The city of Duluth is being asked to support a request for state aid to help fund the purchase of new windows for the old St. Louis County Jail.
The Duluth Heritage Preservation Commission already has weighed in with its support for the project, and Kate Van Daele, a city planner, said she hopes to have a resolution ready for city councilors to consider at their May 14 meeting.
She said the owner of the building, Grant Carlson of Blue Limit LLC, likely will seek about a $400,000 state Legacy Grant.
"Clearly there's going to be private equity, private capital coming in to match," Carlson said.
If the grant request proves successful, work on the windows could begin in the spring of 2019. Van Daele said the property probably will be developed into affordable housing. The exact amount of housing the building would offer has yet to be determined, but Heritage Preservation Commission minutes mention a potential 30 units.
"It's still very much an evolving project," said Carlson, explaining that the design remains in progress.
The 89 window openings of the former jail are filled mostly with glass blocks, but they would be replaced with a more functional and aesthetically pleasing arrangement, Van Daele said, that's historically appropriate for the style and era of the building, constructed in 1924.
"We're really excited.
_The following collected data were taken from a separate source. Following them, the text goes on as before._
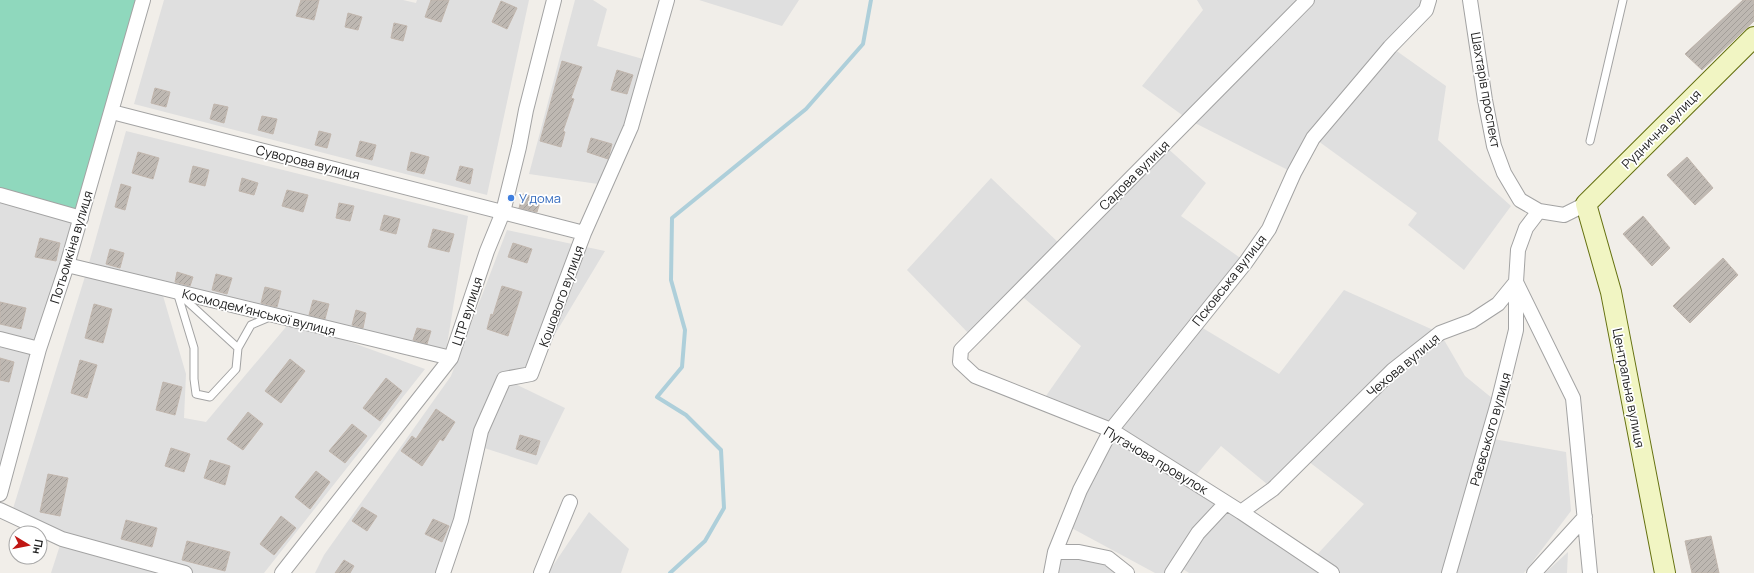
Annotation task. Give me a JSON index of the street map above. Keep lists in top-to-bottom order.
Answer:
{
  "streets": {
    "main road": ["Руднична вулиця", "Центральна вулиця"],
    "street": [
      "Шахтарів проспект",
      "Суворова вулиця",
      "Садова вулиця",
      "Потьомкіна вулиця",
      "Псковська вулиця",
      "Кошового вулиця",
      "ЦТР вулиця",
      "Космодем'янської вулиця",
      "Чехова вулиця",
      "Раєвського вулиця",
      "Пугачова провулок"
    ]
  },
  "crossings": [
    ["Шахтарів проспект", "Руднична вулиця"],
    ["Руднична вулиця", "Центральна вулиця"],
    ["Суворова вулиця", "Потьомкіна вулиця"],
    ["Суворова вулиця", "Кошового вулиця"],
    ["Суворова вулиця", "ЦТР вулиця"],
    ["Садова вулиця", "Пугачова провулок"],
    ["Потьомкіна вулиця", "Космодем'янської вулиця"],
    ["Псковська вулиця", "Пугачова провулок"],
    ["ЦТР вулиця", "Космодем'янської вулиця"],
    ["Чехова вулиця", "Раєвського вулиця"],
    ["Чехова вулиця", "Пугачова провулок"]
  ],
  "places": ["У дома"],
  "north": "right"
}
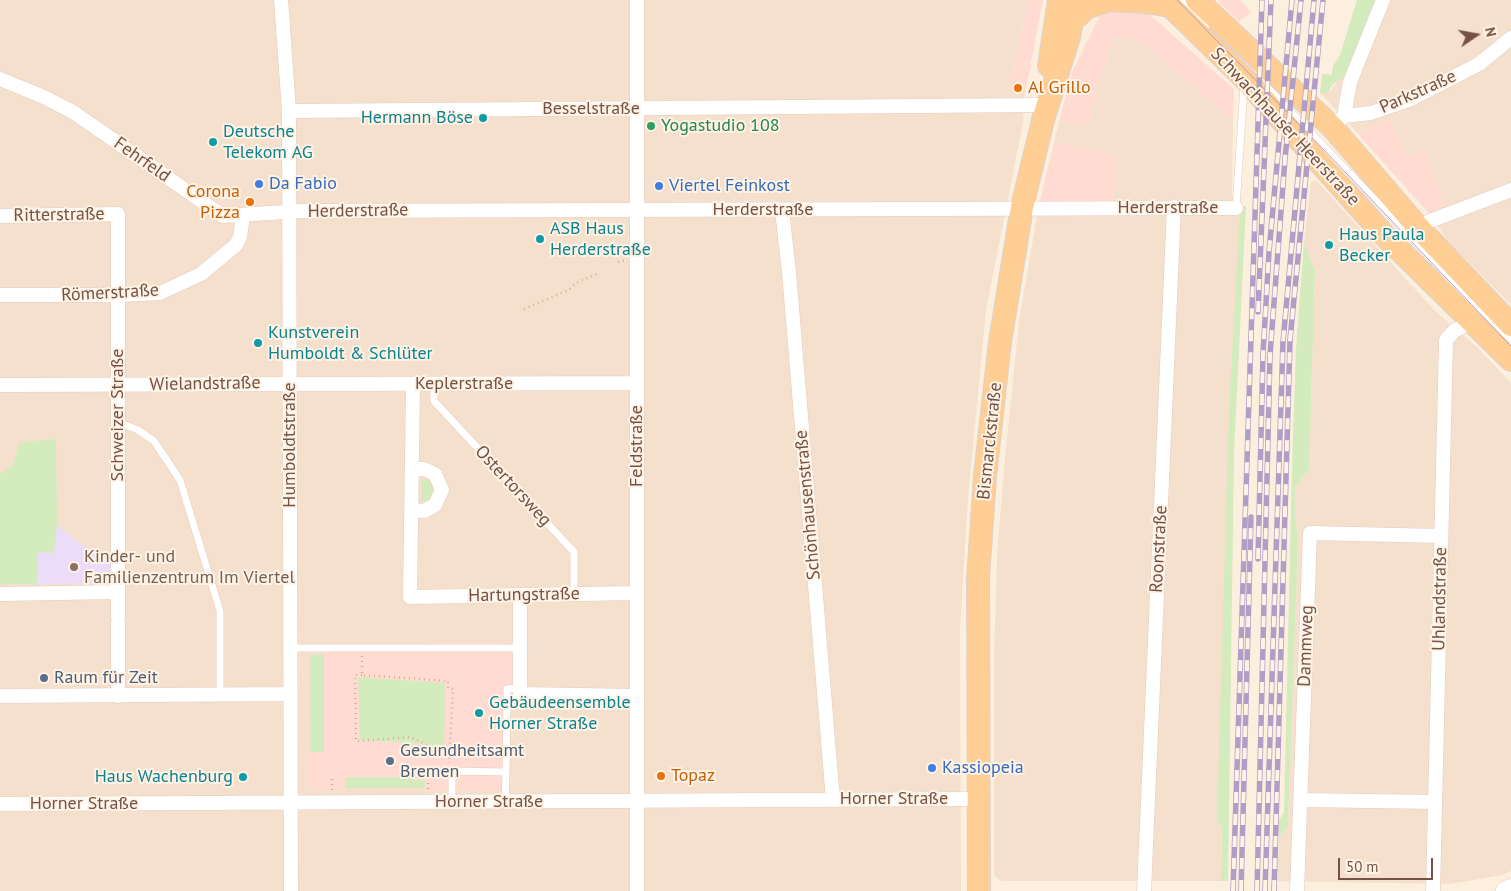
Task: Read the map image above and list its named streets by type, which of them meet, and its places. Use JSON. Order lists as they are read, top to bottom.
{
  "streets": {
    "main road": ["Schwachhauser Heerstraße", "Bismarckstraße"],
    "street": [
      "Parkstraße",
      "Besselstraße",
      "Fehrfeld",
      "Herderstraße",
      "Ritterstraße",
      "Römerstraße",
      "Wielandstraße",
      "Keplerstraße",
      "Schweizer Straße",
      "Humboldtstraße",
      "Feldstraße",
      "Schönhausenstraße",
      "Roonstraße",
      "Hartungstraße",
      "Uhlandstraße",
      "Dammweg",
      "Horner Straße"
    ],
    "lane": ["Ostertorsweg"]
  },
  "crossings": [
    ["Parkstraße", "Schwachhauser Heerstraße"],
    ["Besselstraße", "Bismarckstraße"],
    ["Besselstraße", "Humboldtstraße"],
    ["Besselstraße", "Feldstraße"],
    ["Schwachhauser Heerstraße", "Uhlandstraße"],
    ["Fehrfeld", "Herderstraße"],
    ["Fehrfeld", "Römerstraße"],
    ["Fehrfeld", "Humboldtstraße"],
    ["Herderstraße", "Bismarckstraße"],
    ["Herderstraße", "Humboldtstraße"],
    ["Herderstraße", "Feldstraße"],
    ["Herderstraße", "Schönhausenstraße"],
    ["Herderstraße", "Roonstraße"],
    ["Ritterstraße", "Schweizer Straße"],
    ["Römerstraße", "Schweizer Straße"],
    ["Wielandstraße", "Keplerstraße"],
    ["Wielandstraße", "Schweizer Straße"],
    ["Wielandstraße", "Humboldtstraße"],
    ["Keplerstraße", "Humboldtstraße"],
    ["Keplerstraße", "Feldstraße"],
    ["Keplerstraße", "Ostertorsweg"],
    ["Bismarckstraße", "Horner Straße"],
    ["Humboldtstraße", "Horner Straße"],
    ["Feldstraße", "Hartungstraße"],
    ["Feldstraße", "Horner Straße"],
    ["Ostertorsweg", "Hartungstraße"],
    ["Schönhausenstraße", "Horner Straße"],
    ["Uhlandstraße", "Dammweg"]
  ],
  "places": [
    "Al Grillo",
    "Hermann Böse",
    "Yogastudio 108",
    "Deutsche Telekom AG",
    "Da Fabio",
    "Viertel Feinkost",
    "Corona Pizza",
    "ASB Haus Herderstraße",
    "Haus Paula Becker",
    "Kunstverein Humboldt & Schlüter",
    "Kinder- und Familienzentrum Im Viertel",
    "Raum für Zeit",
    "Gebäudeensemble Horner Straße",
    "Gesundheitsamt Bremen",
    "Kassiopeia",
    "Topaz",
    "Haus Wachenburg"
  ],
  "scale_bar": "50 m",
  "north": "right"
}
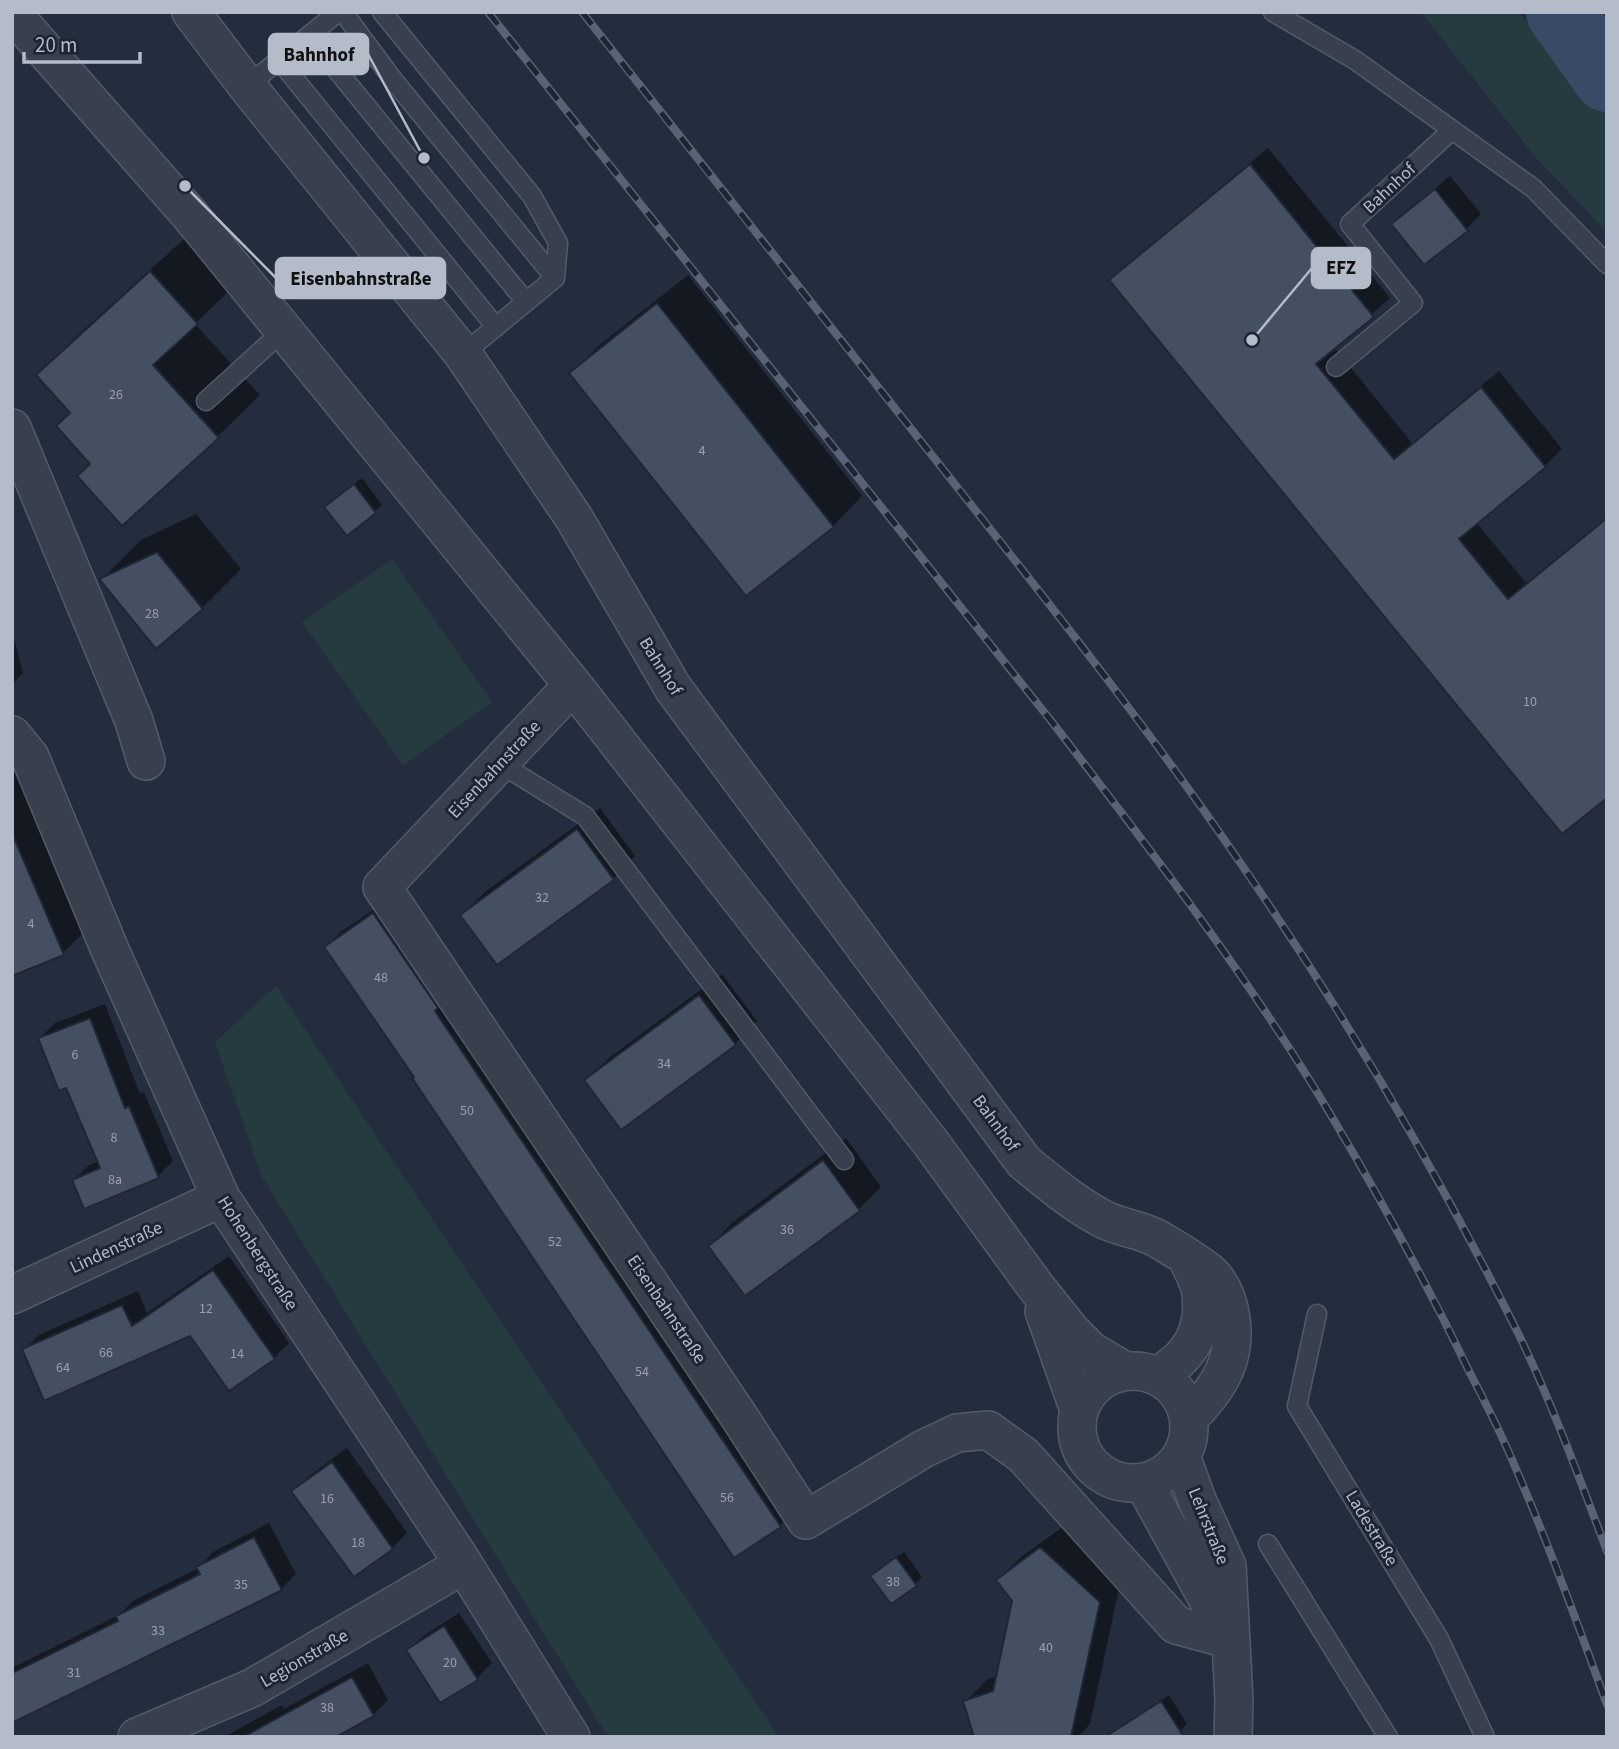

I think it will be a great opportunity to bring some life back into the building," she said, "and hopefully give the developer some relief on the redevelopment costs of this project."
She said that period-appropriate windows will most likely cost more than conventional modern windows.
Carlson bought the building at 521 W. Second St. in 2008 and took steps to shore up the structure, which had fallen into disrepair. With the help of a previous $250,000 Legacy Grant, he replaced the leaky roof and tuckpointed its masonry, making the building weather-tight.
The jail had sat empty since 1995, and the county contemplated tearing the building down. In 2011, the Preservation Alliance of Minnesota identified the building as one of the state's most endangered historic structures, before Carlson emerged as its savior.
At present the building has just 15 parking spots, and Van Daele said the city would like to see at least one parking spot for each unit of housing in the redeveloped building.
Carlson said there may be opportunities to partner with neighbors to solve parking challenges.
"Fortunately for Duluth, there's a lot going on downtown, which means every building and every project has parking hurdles, not just this project," he said.
But Carlson said he wouldn't be moving forward if he didn't think he could overcome that.
Van Daele noted that the building enjoys easy access to public transit and is centrally located in downtown Duluth, within walking distance of many amenities. She views the project as an opportunity to increase the city's tight supply of rental housing and increase downtown Duluth's density - both goals of Mayor Emily Larson.